The study shows that the sugary coating (exopolysaccharides) on the probiotic Lactobacillus rhamnosus GG helps it survive the gut’s natural antimicrobial peptide LL‑37 and other immune factors. When the coating is missing, the bacteria disappear faster in the intestine, even though they stick to gut cells better in lab tests. Exposure to low levels of LL‑37 makes the bacteria produce more of this protective coating.

Probiotic bacteria are administered as live microorganisms to provide a health benefit to the host. Insight into the adaptation factors that promote the survival and persistence of probiotics in the gastrointestinal tract (GIT) is important to understand their performance. In this study, the role of the long galactose-rich exopolysaccharides (EPS) of the prototypical probiotic strain Lactobacillus rhamnosus GG (LGG) was investigated.
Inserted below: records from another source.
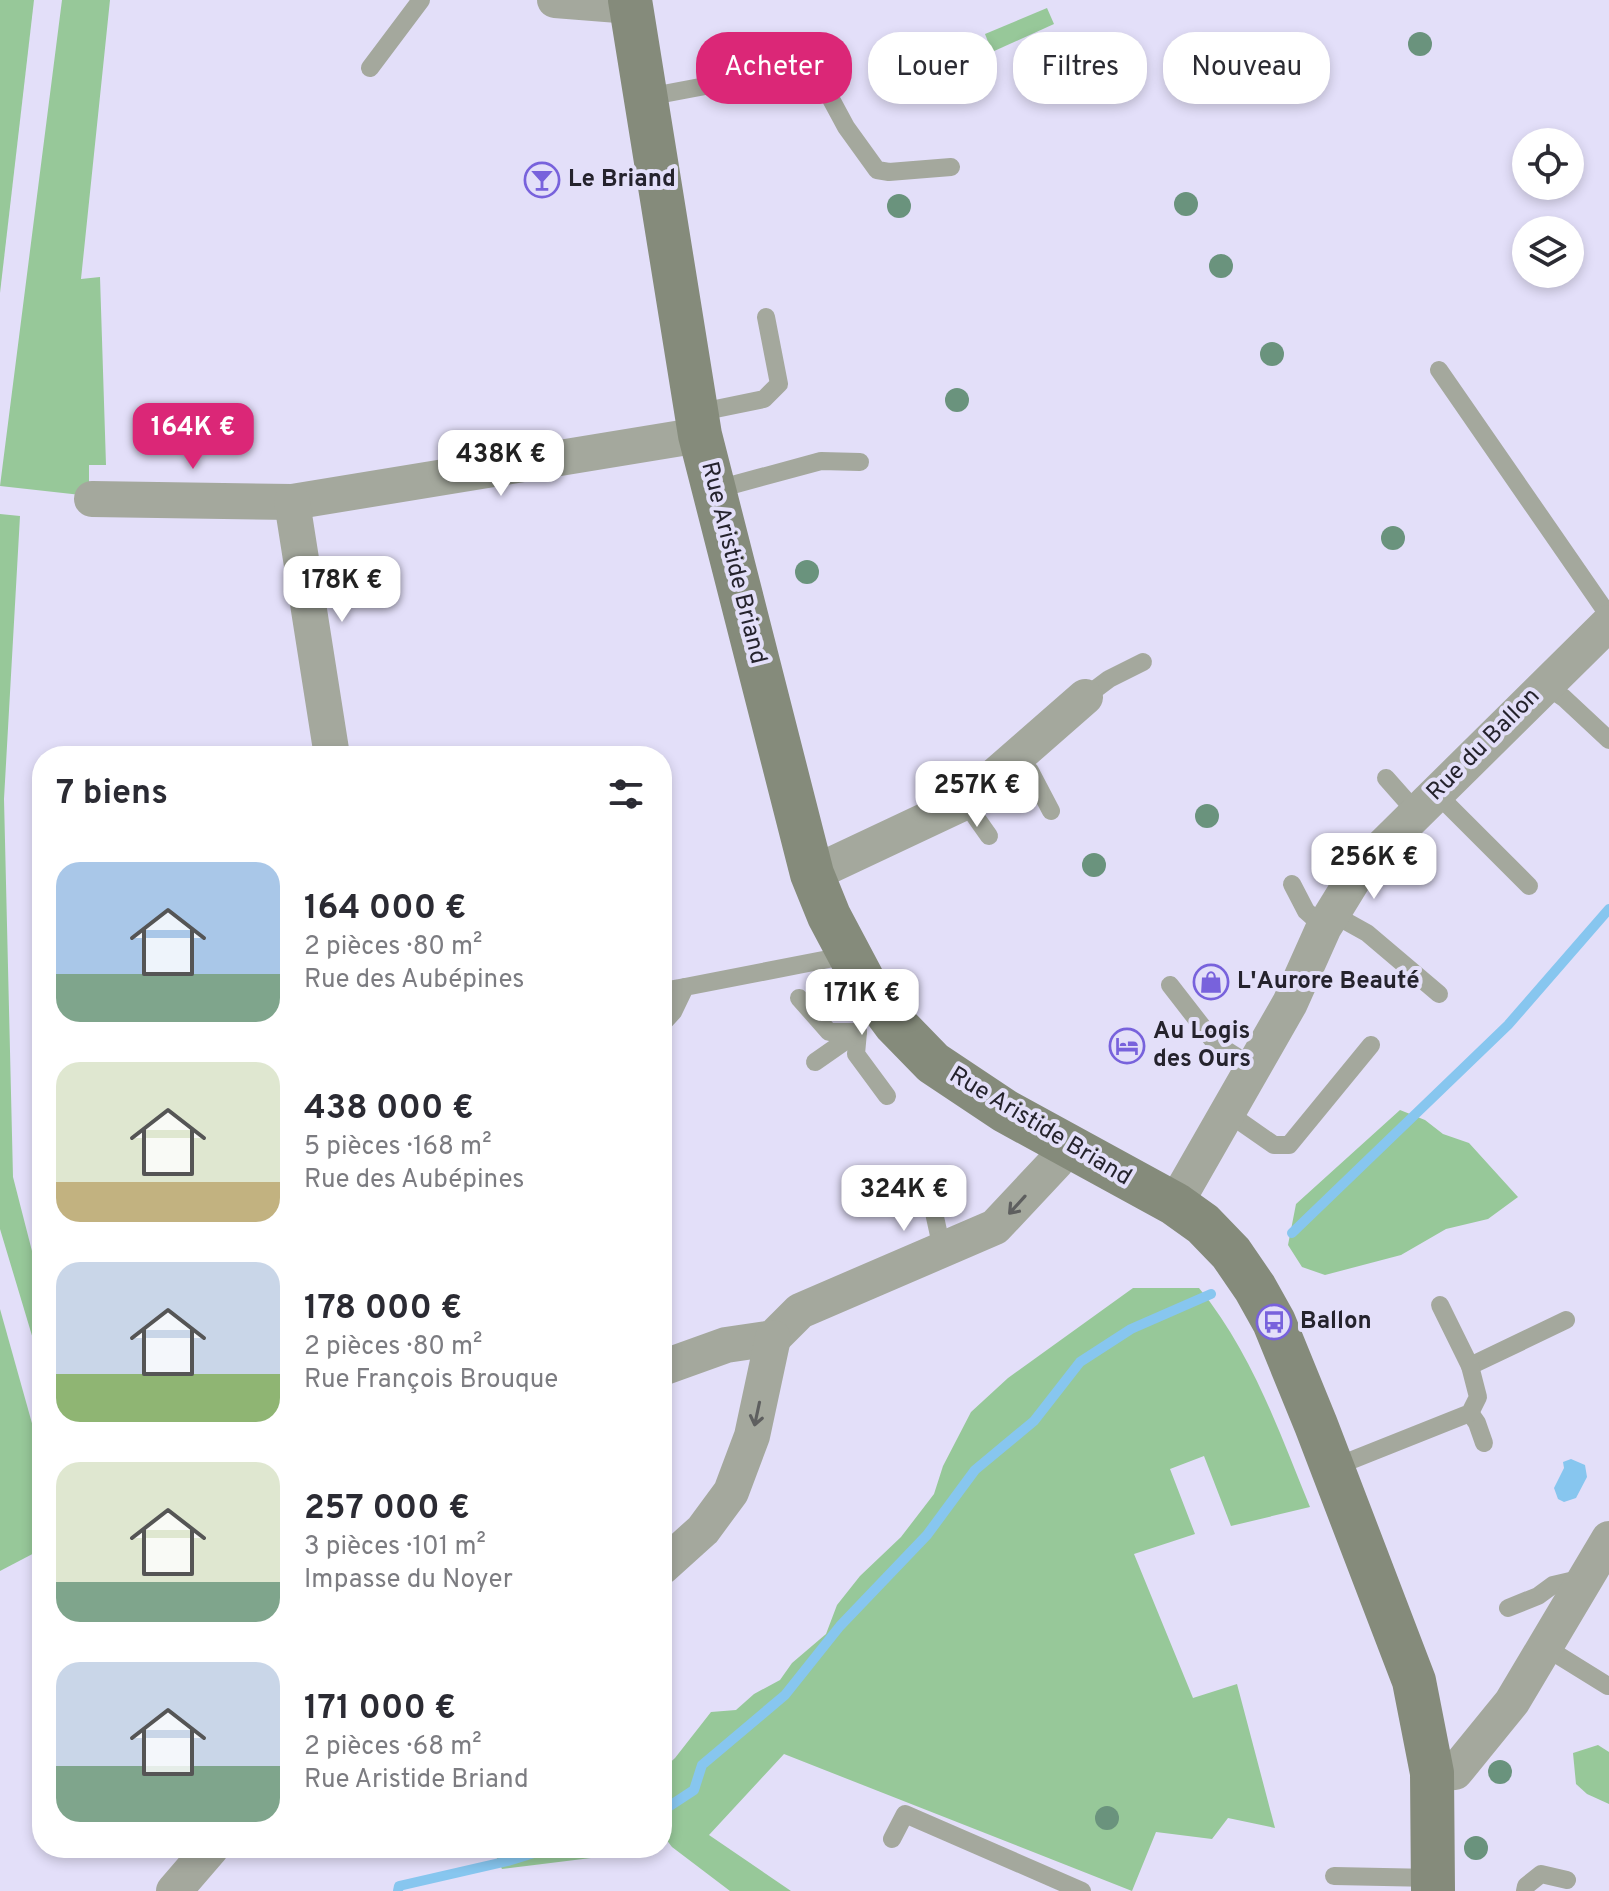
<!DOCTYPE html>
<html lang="fr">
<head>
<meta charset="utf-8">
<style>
	:root { --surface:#fff; --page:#f2f2f3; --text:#2b2b33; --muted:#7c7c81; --accent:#db2777 }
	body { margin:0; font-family:Overpass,sans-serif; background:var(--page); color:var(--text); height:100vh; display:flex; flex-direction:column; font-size:30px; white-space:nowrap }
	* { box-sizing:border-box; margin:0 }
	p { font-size:26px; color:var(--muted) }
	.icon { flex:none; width:44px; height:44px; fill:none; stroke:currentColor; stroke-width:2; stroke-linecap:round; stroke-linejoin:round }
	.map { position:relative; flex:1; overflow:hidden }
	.details { position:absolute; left:32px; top:746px; width:640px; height:1112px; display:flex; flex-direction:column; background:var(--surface); border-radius:32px; box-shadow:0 4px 12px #0003 }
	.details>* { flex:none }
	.guide { position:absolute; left:696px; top:32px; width:760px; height:72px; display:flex; gap:16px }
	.buttons { position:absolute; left:1512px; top:128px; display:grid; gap:16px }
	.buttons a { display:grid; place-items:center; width:72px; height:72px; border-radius:50%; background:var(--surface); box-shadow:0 4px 12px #0003; font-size:40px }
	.price { position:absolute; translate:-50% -68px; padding:0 18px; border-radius:16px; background:#fff; color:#222; font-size:26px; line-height:52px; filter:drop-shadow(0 2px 4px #0008) }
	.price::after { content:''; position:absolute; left:50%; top:48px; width:24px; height:18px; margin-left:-12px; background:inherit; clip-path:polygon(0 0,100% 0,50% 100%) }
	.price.active { background:var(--accent); color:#fff }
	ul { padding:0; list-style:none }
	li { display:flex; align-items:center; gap:24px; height:200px; padding:0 24px }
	li span { display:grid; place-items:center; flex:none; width:224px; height:160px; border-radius:24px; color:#555 }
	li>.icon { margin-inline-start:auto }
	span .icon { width:96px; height:96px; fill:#fffc; stroke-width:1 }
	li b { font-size:34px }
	h2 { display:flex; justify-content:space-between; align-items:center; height:96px; padding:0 24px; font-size:34px }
	.tag { padding:0 28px; border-radius:32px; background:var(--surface); box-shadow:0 4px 12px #0003; font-size:28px; line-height:72px }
	.tag.active { background:var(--accent); color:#fff }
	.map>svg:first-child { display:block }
</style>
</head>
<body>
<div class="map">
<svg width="1609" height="1891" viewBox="0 0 1609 1891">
	<rect width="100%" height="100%" fill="#e3dff9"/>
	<g fill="#97c899">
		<polygon points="0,0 34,0 0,293"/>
		<polygon points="62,0 110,0 81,279 100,277 106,465 89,465 89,490 81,495 0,486"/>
		<polygon points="1047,8 1054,24 992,52 985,34"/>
		<polygon points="0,514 20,516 4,799 13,1177 42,1290 42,1369 0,1229"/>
		<polygon points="1400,1110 1425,1120 1443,1134 1469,1143 1518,1197 1488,1219 1446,1229 1401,1255 1325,1275 1302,1267 1288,1245 1296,1204"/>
		<path d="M1133,1288H1199C1251,1351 1279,1431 1310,1507L1231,1526L1204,1456L1170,1469L1195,1534L1134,1554L1193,1698L1237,1684L1275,1828L1228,1818L1212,1839L1156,1832L1132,1891L784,1754L709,1835L791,1891H730L672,1847L662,1834V1770L675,1758L711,1712L736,1710L754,1694L780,1680L792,1663L826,1634L837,1605L860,1576L901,1537L934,1494L943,1466L971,1412L1008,1378Z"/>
		<polygon points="0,1309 42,1459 42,1549 0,1571"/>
		<polygon points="1598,1745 1609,1752 1609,1804 1587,1794 1576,1784 1573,1753"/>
		<polygon points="492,1848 641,1848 591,1858 502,1869"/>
	</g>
	<polygon fill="#87c6ef" points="1571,1459 1585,1465 1587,1477 1576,1498 1564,1502 1558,1499 1554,1488 1564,1468 1563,1462"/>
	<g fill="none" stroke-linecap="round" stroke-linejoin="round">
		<g stroke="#87c6ef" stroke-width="10">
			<polyline points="1292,1233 1508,1025 1609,909"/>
			<polyline points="662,1811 694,1790 702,1765 785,1695 840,1626 927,1535 975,1470 1034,1421 1080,1362 1131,1329 1211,1294"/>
			<polyline points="398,1891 399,1886 508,1861 550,1848"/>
		</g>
		<g stroke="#a4a89d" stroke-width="18">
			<polyline points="370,68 421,0"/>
			<polyline points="647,97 753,77 803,73 816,78 825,88 846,127 877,170 889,172 951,167"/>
			<polyline points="1439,370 1609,616"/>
			<polyline points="696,413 764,399 779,384 766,317"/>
			<polyline points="714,490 821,461 860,462"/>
			<polyline points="1545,685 1564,698 1609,740"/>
			<polyline points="1085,697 1109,679 1143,662"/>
			<polyline points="1014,759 1030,771 1051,811"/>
			<polyline points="1386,778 1417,813"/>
			<polyline points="1436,793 1529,886"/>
			<polyline points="965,802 989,836"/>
			<polyline points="1292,884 1306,911 1324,927"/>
			<polyline points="1331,913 1367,933 1439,994"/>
			<polyline points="1170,985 1215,1043 1253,1067"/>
			<polyline points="662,991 685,987"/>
			<polyline points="799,998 829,1032 858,1032 856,1054 887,1096"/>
			<polyline points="662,1024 673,1012 685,987 849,955"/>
			<polyline points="815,1062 858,1032"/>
			<polyline points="1228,1113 1274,1145 1289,1145 1371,1045"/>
			<polyline points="933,1208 942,1249"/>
			<polyline points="1470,1366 1566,1320"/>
			<polyline points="1470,1413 1477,1423 1484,1443"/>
			<polyline points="1332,1468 1470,1413 1478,1397 1470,1366 1440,1305"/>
			<polyline points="1508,1608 1538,1596 1553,1585 1583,1578"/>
			<polyline points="1545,1647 1608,1686"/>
			<polyline points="892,1839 905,1814 1082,1891"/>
			<polyline points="1334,1876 1433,1878"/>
			<polyline points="1525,1891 1526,1886 1541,1874 1567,1880"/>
		</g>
		<g stroke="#a4a89d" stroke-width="36">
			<polyline points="555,0 631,6"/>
			<polyline points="92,499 292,502 700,435"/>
			<polyline points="292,502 332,756"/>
			<polyline points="812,874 965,802 1085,697"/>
			<polyline points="1175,1204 1290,1003 1324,927 1359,870 1609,623"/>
			<polyline points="662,1368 726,1345 773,1338 800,1311 995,1227 1056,1162 1067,1145"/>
			<polyline points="662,1567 703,1530 731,1492 752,1436 773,1338"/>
			<polyline points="1432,1773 1455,1772 1512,1702 1609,1539"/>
			<polyline points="174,1891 211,1848"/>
		</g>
		<polyline stroke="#858b7b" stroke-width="44" points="630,0 700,435 812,874 829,916 864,982 895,1024 933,1063 1005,1111 1175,1204 1203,1224 1231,1253 1255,1288 1274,1322 1316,1425 1414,1681 1432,1773 1433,1891"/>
	</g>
	<g fill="#6a937d">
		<circle cx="1420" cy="44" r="12"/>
		<circle cx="1186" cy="204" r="12"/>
		<circle cx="899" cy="206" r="12"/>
		<circle cx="1221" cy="266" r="12"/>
		<circle cx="1272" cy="354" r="12"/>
		<circle cx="957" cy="400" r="12"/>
		<circle cx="1393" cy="538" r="12"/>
		<circle cx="807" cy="572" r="12"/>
		<circle cx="1207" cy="816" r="12"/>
		<circle cx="1094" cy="865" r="12"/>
		<circle cx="1500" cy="1772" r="12"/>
		<circle cx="1107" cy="1818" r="12"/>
		<circle cx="1476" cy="1848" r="12"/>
	</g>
	<defs><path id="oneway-shaft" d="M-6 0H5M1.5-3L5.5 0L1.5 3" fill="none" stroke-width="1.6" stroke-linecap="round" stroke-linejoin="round" transform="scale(2)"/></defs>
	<g stroke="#5e5f5f">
		<use href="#oneway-shaft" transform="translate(1017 1205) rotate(132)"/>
		<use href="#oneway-shaft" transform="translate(757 1414) rotate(102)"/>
	</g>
	<defs>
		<g id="bar-ring" transform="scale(1.8)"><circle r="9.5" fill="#e3dff9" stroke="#7862dc" stroke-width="1.5"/><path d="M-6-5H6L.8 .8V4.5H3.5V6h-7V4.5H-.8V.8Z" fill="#7862dc"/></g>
		<g id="shop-ring" transform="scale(1.8)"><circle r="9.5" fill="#e3dff9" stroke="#7862dc" stroke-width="1.5"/><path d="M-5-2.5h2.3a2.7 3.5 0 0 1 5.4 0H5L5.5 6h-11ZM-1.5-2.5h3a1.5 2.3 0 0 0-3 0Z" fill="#7862dc"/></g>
		<g id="hotel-ring" transform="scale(1.8)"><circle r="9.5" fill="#e3dff9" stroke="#7862dc" stroke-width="1.5"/><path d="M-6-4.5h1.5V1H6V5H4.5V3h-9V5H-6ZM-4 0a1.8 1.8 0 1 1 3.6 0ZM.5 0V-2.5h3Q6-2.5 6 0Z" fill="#7862dc"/></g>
		<g id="bus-ring" transform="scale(1.8)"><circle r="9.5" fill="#e3dff9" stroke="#7862dc" stroke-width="1.5"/><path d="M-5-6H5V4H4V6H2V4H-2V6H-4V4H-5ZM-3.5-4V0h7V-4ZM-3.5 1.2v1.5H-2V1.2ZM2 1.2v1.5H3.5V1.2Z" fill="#7862dc"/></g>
	</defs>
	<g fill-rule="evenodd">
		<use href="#bar-ring" x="542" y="180"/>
		<use href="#shop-ring" x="1211" y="982"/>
		<use href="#hotel-ring" x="1127" y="1046"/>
		<use href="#bus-ring" x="1274" y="1322"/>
	</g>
	<g text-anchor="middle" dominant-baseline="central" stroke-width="8" stroke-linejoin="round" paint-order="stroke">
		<g font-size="24" font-weight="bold" fill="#25232d" stroke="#e3dff9" text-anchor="start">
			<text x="568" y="180">Le Briand</text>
			<text x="1237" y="982">L'Aurore Beauté</text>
			<text x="1153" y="1032">Au Logis<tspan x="1153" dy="28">des Ours</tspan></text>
			<text x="1300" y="1322">Ballon</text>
		</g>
		<g font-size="24" fill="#25232d" stroke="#e3dff9">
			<text transform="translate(733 563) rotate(76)">Rue Aristide Briand</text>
			<text transform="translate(1484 745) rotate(-45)">Rue du Ballon</text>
			<text transform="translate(1040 1127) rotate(31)">Rue Aristide Briand</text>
		</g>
	</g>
</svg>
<div class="buttons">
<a><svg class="icon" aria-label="locate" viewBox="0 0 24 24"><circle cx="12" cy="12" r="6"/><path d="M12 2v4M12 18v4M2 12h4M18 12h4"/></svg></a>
<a><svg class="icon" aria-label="layers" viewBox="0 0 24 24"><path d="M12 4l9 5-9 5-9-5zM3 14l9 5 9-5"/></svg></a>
</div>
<b class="price active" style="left:193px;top:471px">164K €</b>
<b class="price" style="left:501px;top:498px">438K €</b>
<b class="price" style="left:342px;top:624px">178K €</b>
<b class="price" style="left:977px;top:829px">257K €</b>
<b class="price" style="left:1374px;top:901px">256K €</b>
<b class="price" style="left:862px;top:1037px">171K €</b>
<b class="price" style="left:904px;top:1233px">324K €</b>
<div class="guide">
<a class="tag active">Acheter</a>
<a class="tag">Louer</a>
<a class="tag">Filtres</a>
<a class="tag">Nouveau</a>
</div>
<section class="details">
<h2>7 biens<svg class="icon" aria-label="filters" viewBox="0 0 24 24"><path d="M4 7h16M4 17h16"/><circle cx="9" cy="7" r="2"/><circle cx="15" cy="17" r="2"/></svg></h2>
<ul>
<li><span style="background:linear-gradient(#a9c7e8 70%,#7fa58c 0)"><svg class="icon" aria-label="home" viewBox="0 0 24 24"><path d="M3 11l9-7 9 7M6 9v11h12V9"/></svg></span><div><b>164 000 €</b><p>2 pièces · 80 m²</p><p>Rue des Aubépines</p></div></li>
<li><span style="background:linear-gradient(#dfe7d0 75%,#c2b280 0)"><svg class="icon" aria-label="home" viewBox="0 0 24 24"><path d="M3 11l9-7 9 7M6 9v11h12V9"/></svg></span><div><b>438 000 €</b><p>5 pièces · 168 m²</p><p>Rue des Aubépines</p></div></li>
<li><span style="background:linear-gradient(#c9d6e8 70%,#8fb573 0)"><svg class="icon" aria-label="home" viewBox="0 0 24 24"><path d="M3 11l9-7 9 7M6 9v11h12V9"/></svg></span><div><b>178 000 €</b><p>2 pièces · 80 m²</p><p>Rue François Brouque</p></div></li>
<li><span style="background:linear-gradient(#dfe7d0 75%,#7fa58c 0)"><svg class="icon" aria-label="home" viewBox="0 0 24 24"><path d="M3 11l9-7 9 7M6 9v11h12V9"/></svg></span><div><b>257 000 €</b><p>3 pièces · 101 m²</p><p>Impasse du Noyer</p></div></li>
<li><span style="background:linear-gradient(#c9d6e8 65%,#7fa58c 0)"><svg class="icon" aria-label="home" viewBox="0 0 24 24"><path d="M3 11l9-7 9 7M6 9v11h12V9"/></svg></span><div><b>171 000 €</b><p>2 pièces · 68 m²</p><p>Rue Aristide Briand</p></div></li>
</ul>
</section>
</div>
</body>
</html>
In a competition experiment with wild type, the isogenic EPS mutant CMPG5351 exhibited a reduced persistence in the murine GIT, especially in the lower parts of the intestine. This was surprising as our previous in vitro studies had shown an increased adhesion capacity for this EPS mutant. Follow-up assays indicated that this mutant is more sensitive towards host innate defence molecules, such as the LL-37 antimicrobial peptide and complement factors. This suggests that EPS forms a protective shield for LGG against these molecules in the GIT. Moreover, culturing LGG wild-type in subinhibitory concentrations of host defence factors such as LL-37 resulted in increased production of EPS, indicating that bacterial EPS production is modulated in the host to fine-tune the balance between adhesion and immune evasion. These observations are of interest in understanding the dynamics of adaptation of probiotics to the host environments.